Treatment of herpes zoster in the immunocompetent host
- Mary A Albrecht, MD
Mary A Albrecht, MD
- Associate Professor of Medicine
- Harvard Medical School
Varicella-zoster virus (VZV) infection causes two clinically distinct forms of disease . Primary infection with VZV results in varicella, also known as chickenpox, characterized by vesicular lesions in different stages of development on the face, trunk, and extremities. Herpes zoster, also known as shingles, results from reactivation of endogenous latent VZV infection within the sensory ganglia. This clinical form of the disease is characterized by a painful, unilateral vesicular eruption, which usually occurs in a restricted dermatomal distribution . Although herpes zoster can occur at any age, it is mainly a disease of adults >60 years of age.
The treatment of herpes zoster will be reviewed here. The epidemiology, clinical manifestations, diagnosis, and prevention of herpes zoster are discussed elsewhere. (See "Epidemiology and pathogenesis of varicella-zoster virus infection: Herpes zoster" and "Clinical manifestations of varicella-zoster virus infection: Herpes zoster" and "Varicella-zoster virus infection in pregnancy" and "Vaccination for the prevention of shingles (herpes zoster)" and "Prevention and control of varicella-zoster virus in hospitals".)
UNCOMPLICATED HERPES ZOSTER
The clinical manifestations of uncomplicated herpes zoster typically include a dermatomal vesicular rash, and acute neuritis, which precedes or occurs simultaneously with the rash.

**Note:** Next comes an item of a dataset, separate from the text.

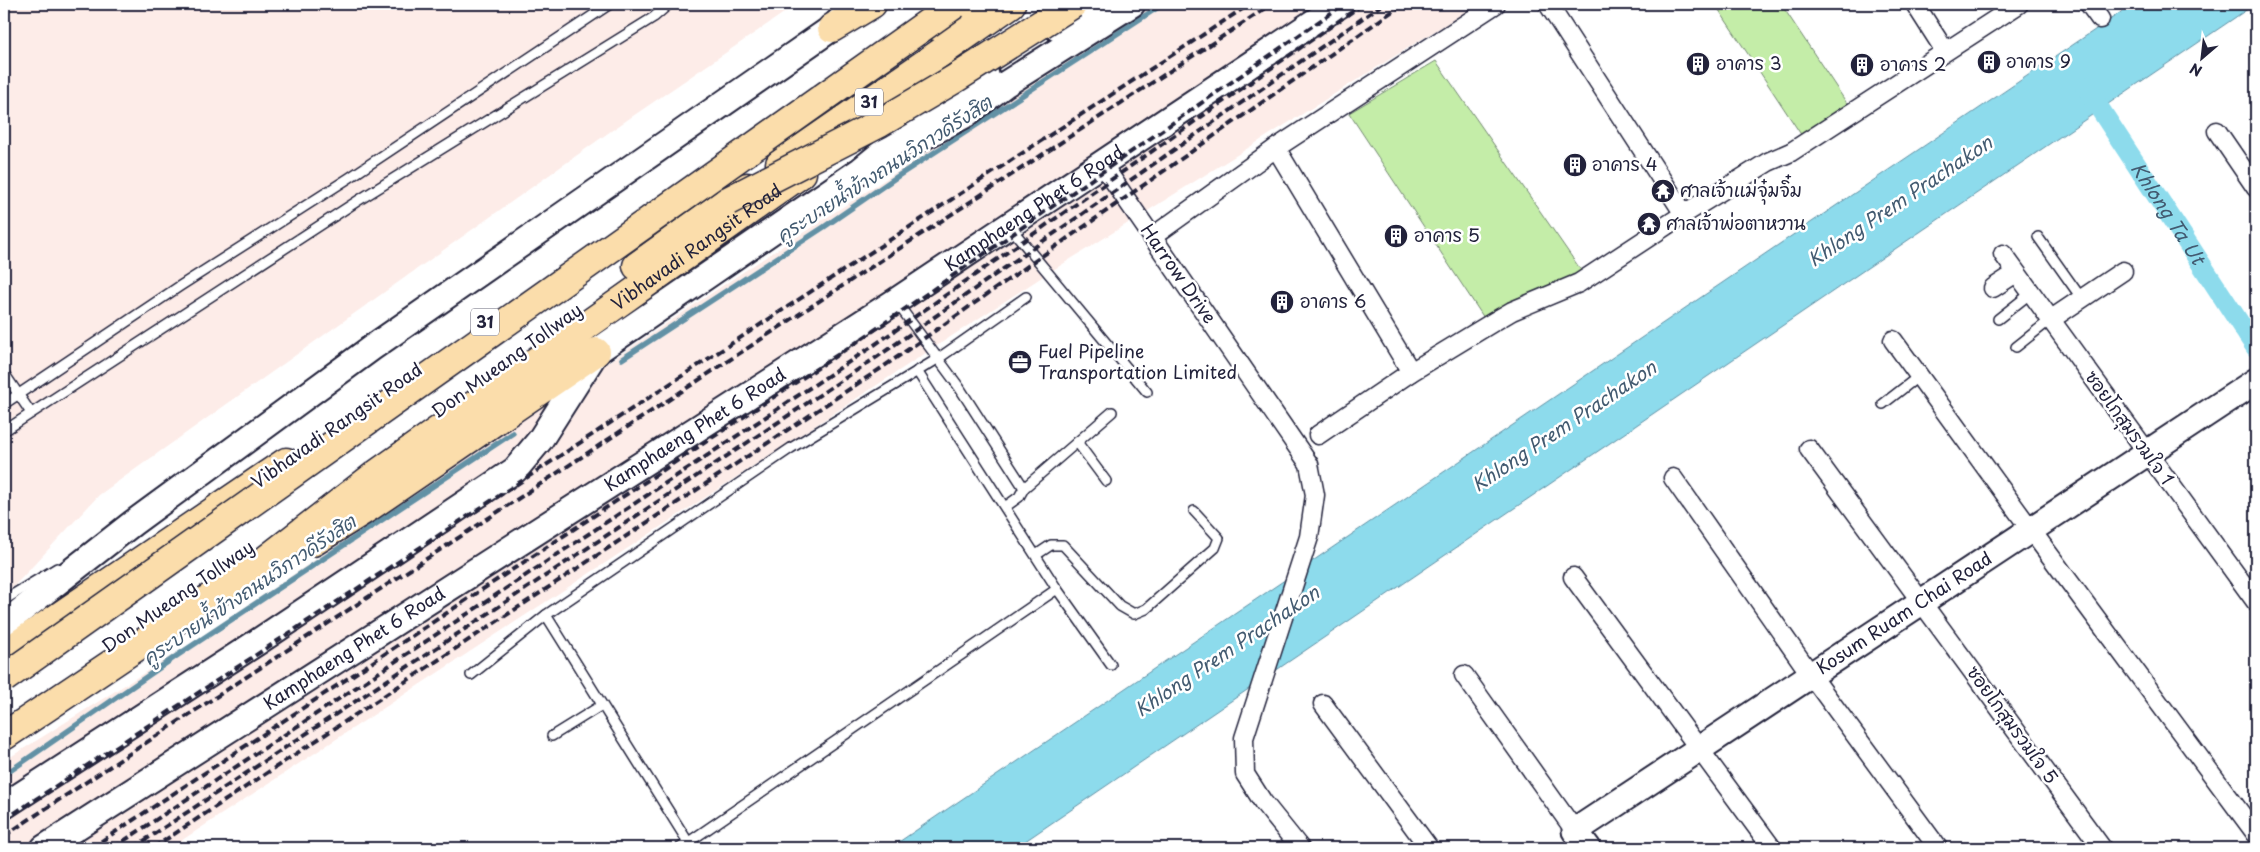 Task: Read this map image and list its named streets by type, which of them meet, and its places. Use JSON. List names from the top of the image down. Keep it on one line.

The rash is generally limited to one dermatome, but can occasionally affect two or three neighboring dermatomes. Some patients can also have a few scattered vesicles located at some distance away from the involved dermatome. (See "Clinical manifestations of varicella-zoster virus infection: Herpes zoster".)
The management of herpes zoster includes:
●Antiviral therapy to hasten healing of cutaneous lesions and to decrease the duration and severity of acute neuritis. Whether antiviral therapy decreases the risk of post-herpetic neuralgia (PHN) is less clear. (See 'Antiviral therapy' below.)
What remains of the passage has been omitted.